Each of the entries below needs to be given again exactly.

Data records:
——————————

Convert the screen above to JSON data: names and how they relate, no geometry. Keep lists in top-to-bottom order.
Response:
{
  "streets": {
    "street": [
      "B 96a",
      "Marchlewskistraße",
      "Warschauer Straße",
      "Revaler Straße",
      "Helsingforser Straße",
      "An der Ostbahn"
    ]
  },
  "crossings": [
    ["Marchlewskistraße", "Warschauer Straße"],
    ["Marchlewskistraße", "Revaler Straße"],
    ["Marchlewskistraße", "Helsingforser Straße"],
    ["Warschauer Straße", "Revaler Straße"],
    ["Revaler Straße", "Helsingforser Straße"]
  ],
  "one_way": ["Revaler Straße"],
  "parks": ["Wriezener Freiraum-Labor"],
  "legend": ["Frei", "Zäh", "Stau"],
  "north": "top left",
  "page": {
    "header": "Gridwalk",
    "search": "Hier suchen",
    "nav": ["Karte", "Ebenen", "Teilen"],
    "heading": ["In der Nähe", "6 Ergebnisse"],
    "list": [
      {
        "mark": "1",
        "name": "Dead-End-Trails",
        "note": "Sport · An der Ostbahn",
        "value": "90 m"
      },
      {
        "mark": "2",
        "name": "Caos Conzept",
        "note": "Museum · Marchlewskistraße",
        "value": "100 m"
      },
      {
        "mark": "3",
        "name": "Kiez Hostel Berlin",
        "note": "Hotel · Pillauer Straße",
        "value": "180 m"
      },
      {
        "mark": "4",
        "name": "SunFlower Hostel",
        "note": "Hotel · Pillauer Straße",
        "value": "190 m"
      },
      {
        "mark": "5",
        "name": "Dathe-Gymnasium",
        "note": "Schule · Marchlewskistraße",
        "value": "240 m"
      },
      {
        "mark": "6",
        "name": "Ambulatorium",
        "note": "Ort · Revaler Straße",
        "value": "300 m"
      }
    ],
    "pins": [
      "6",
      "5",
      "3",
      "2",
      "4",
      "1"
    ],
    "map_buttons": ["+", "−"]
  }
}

——————————

**OUTPUT OF THE EXERCISE:**
Convert the screen above to JSON data: names and how they relate, no geometry. Keep lists in top-to-bottom order.
Response:
{
  "streets": {
    "street": [
      "B 96a",
      "Marchlewskistraße",
      "Warschauer Straße",
      "Revaler Straße",
      "Helsingforser Straße",
      "An der Ostbahn"
    ]
  },
  "crossings": [
    ["Marchlewskistraße", "Warschauer Straße"],
    ["Marchlewskistraße", "Revaler Straße"],
    ["Marchlewskistraße", "Helsingforser Straße"],
    ["Warschauer Straße", "Revaler Straße"],
    ["Revaler Straße", "Helsingforser Straße"]
  ],
  "one_way": ["Revaler Straße"],
  "parks": ["Wriezener Freiraum-Labor"],
  "legend": ["Frei", "Zäh", "Stau"],
  "north": "top left",
  "page": {
    "header": "Gridwalk",
    "search": "Hier suchen",
    "nav": ["Karte", "Ebenen", "Teilen"],
    "heading": ["In der Nähe", "6 Ergebnisse"],
    "list": [
      {
        "mark": "1",
        "name": "Dead-End-Trails",
        "note": "Sport · An der Ostbahn",
        "value": "90 m"
      },
      {
        "mark": "2",
        "name": "Caos Conzept",
        "note": "Museum · Marchlewskistraße",
        "value": "100 m"
      },
      {
        "mark": "3",
        "name": "Kiez Hostel Berlin",
        "note": "Hotel · Pillauer Straße",
        "value": "180 m"
      },
      {
        "mark": "4",
        "name": "SunFlower Hostel",
        "note": "Hotel · Pillauer Straße",
        "value": "190 m"
      },
      {
        "mark": "5",
        "name": "Dathe-Gymnasium",
        "note": "Schule · Marchlewskistraße",
        "value": "240 m"
      },
      {
        "mark": "6",
        "name": "Ambulatorium",
        "note": "Ort · Revaler Straße",
        "value": "300 m"
      }
    ],
    "pins": [
      "6",
      "5",
      "3",
      "2",
      "4",
      "1"
    ],
    "map_buttons": ["+", "−"]
  }
}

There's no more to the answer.